The US dollar received a major boost after Chair of the Federal Reserve Janet Yellen confirmed before her testimony in the congress that the Fed will hike rate in later this year, National Bank of Kuwait (NBK) reported on Sunday.
Last week, Yellen repeated her view, before the congress, that the Fed would likely hike interest rates later this year if the US economy expanded as expected, the report added.
It noted that Yellen expected economic recovery to strengthen over the remainder of this year and the unemployment rate to decline gradually.

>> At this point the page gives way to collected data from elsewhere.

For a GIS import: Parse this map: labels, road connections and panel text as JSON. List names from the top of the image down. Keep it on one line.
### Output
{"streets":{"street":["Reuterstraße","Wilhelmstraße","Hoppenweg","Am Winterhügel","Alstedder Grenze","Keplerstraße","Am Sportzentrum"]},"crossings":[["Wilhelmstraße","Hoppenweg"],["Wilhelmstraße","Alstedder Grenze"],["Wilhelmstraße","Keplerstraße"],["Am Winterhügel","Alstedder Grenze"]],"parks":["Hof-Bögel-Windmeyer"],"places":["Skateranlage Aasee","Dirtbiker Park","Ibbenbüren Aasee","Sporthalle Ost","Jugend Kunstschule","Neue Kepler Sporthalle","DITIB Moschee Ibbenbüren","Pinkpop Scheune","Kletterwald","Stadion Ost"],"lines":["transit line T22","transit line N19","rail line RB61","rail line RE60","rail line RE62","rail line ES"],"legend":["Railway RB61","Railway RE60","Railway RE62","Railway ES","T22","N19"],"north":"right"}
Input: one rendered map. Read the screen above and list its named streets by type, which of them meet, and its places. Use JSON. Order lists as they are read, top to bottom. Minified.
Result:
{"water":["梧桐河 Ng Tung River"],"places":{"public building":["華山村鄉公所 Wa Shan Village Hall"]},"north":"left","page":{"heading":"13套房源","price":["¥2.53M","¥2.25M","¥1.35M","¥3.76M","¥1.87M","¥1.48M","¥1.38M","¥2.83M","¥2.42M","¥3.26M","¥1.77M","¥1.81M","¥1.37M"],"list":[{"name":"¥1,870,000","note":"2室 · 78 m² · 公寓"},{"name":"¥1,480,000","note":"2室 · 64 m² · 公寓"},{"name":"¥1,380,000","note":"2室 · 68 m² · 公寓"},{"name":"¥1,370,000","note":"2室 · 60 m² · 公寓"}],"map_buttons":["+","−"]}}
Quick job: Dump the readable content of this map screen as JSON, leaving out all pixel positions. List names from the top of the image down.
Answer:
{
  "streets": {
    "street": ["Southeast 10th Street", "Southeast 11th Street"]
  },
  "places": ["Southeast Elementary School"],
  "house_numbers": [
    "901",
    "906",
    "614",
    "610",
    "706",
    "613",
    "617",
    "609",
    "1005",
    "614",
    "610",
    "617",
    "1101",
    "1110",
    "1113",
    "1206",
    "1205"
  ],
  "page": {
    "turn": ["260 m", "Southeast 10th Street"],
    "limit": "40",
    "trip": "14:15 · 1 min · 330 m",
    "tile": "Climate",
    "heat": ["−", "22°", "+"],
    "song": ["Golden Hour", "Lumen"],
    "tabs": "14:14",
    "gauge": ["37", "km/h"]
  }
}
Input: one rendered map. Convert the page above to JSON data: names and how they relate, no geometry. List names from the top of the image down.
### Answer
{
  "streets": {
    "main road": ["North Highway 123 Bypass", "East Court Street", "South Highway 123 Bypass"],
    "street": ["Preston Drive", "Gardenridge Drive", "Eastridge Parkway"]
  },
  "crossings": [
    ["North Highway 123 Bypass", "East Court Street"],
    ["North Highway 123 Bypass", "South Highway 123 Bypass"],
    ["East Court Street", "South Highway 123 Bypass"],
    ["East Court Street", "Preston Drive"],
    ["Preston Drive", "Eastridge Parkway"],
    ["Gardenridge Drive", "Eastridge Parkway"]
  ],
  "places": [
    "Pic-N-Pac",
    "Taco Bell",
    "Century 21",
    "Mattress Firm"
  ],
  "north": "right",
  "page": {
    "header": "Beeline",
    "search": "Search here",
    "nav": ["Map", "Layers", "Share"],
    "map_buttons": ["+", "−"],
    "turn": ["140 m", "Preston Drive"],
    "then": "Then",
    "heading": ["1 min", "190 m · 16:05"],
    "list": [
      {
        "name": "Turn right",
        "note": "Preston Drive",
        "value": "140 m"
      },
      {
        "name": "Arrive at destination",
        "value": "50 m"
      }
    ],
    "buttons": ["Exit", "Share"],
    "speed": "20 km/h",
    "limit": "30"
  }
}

In addition, she noted, "economic growth abroad could also pick up more quickly than observers generally anticipate, providing additional support for US economic activity." Meanwhile, US retail sales unexpectedly fell in June as households cut back on purchases of automobiles and a range of other goods, raising concerns the economy might be slowing again, the report noted.
The Commerce Department said retail sales slipped 0.3 percent last month, the weakest reading since February, after May's downwardly revised 1.0 percent increase. Small business optimism index also suffered coming at 94.1 compared to expectations of 98.5.
The reprot also added that the number of Americans filing new applications for unemployment benefits dropped more than expected last week.
Initial claims for state unemployment benefits dropped 15,000 to a seasonally adjusted 281,000 for the week ended July 11. It was the 16th straight week that the fourweek moving average of claims held below 300,000, a threshold normally associated with a firming labor market.
In Europe, the Greek parliament passed austerity measures demanded by lenders to open talks on a third financial rescue package worth up to 86 billion euros to keep Greece in the Eurozone.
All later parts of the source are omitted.